Sex-based factors, including sex hormones, have a prominent role in hypertension, as supported by the observation of lower BP in premenopausal women and steeper increases in both systolic BP and pulse pressure in postmenopausal women compared with age-matched men [
15,
16]. While incident hypertension occurs at faster rates in women than men after middle age [
17], women usually show better BP control compared with men [
18], although age disparities have been reported. For instance, according to a cross sectional analysis of US primary care clinics, women aged 65–80 years were less likely than men to have controlled hypertension, despite multivariate adjustment [
19]. According to our data, more women than men, including those aged 65 years and above, achieved BP values below the recommended target. Women also carried a lower burden of concomitant risk factors and related diseases. Thus, a combination of hormonal, genetic, and environmental factors are likely to contribute to our observations.

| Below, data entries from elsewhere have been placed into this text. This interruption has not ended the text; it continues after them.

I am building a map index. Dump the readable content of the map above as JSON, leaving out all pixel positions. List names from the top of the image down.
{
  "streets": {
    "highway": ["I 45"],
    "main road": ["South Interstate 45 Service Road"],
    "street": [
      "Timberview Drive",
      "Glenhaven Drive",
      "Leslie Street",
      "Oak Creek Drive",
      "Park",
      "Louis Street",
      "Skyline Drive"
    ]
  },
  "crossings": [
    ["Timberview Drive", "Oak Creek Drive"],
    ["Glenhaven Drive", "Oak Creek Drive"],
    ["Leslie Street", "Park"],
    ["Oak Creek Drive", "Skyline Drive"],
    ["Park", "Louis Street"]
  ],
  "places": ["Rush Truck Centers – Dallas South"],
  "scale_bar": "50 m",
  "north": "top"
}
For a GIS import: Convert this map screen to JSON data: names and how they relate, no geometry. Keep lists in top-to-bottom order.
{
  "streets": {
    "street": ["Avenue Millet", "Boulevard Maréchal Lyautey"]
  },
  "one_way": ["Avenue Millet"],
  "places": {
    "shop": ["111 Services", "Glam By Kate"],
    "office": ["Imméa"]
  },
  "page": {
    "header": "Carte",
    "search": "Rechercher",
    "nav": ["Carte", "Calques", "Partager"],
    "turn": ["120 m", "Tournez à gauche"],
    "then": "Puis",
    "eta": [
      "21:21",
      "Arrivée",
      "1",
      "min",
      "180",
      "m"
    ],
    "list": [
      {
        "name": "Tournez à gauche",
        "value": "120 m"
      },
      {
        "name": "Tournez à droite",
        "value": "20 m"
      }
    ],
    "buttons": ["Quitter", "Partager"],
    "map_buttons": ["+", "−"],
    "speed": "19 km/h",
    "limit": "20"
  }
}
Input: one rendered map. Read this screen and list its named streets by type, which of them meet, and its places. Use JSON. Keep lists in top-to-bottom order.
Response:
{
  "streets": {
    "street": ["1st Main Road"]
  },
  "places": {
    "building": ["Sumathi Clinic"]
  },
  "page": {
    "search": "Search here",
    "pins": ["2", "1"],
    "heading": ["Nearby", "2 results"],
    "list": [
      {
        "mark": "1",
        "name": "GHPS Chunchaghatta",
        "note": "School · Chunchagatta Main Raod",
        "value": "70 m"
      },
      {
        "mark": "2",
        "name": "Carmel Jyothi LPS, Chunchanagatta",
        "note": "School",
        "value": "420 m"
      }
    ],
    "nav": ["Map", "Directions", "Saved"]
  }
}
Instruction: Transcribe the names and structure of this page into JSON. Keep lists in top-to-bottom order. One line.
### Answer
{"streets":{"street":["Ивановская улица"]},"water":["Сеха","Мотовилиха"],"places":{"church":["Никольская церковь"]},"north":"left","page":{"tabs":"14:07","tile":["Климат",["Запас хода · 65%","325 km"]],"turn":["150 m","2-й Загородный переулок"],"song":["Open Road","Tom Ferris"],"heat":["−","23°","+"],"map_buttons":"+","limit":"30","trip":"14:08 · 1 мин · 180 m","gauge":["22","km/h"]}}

This analysis is not without limitations. Age was collected as a categorical variable above the age of 70 years, thus conditioning the estimation of SCORE2 for older persons (SCORE2-OP [
20]). Moreover, limitations of the present data review are, substantially the same of
Save Your Heart study, which can be attributed to the lack of statistical adjustments for sex, age and years of diagnosis and to the fact that other factors were not taken into account, particularly behavioural factors that would have been difficult to measure objectively. Furthermore, all clinical parameters were derived from self-analyses and the biological parameters were obtained from capillary blood samples.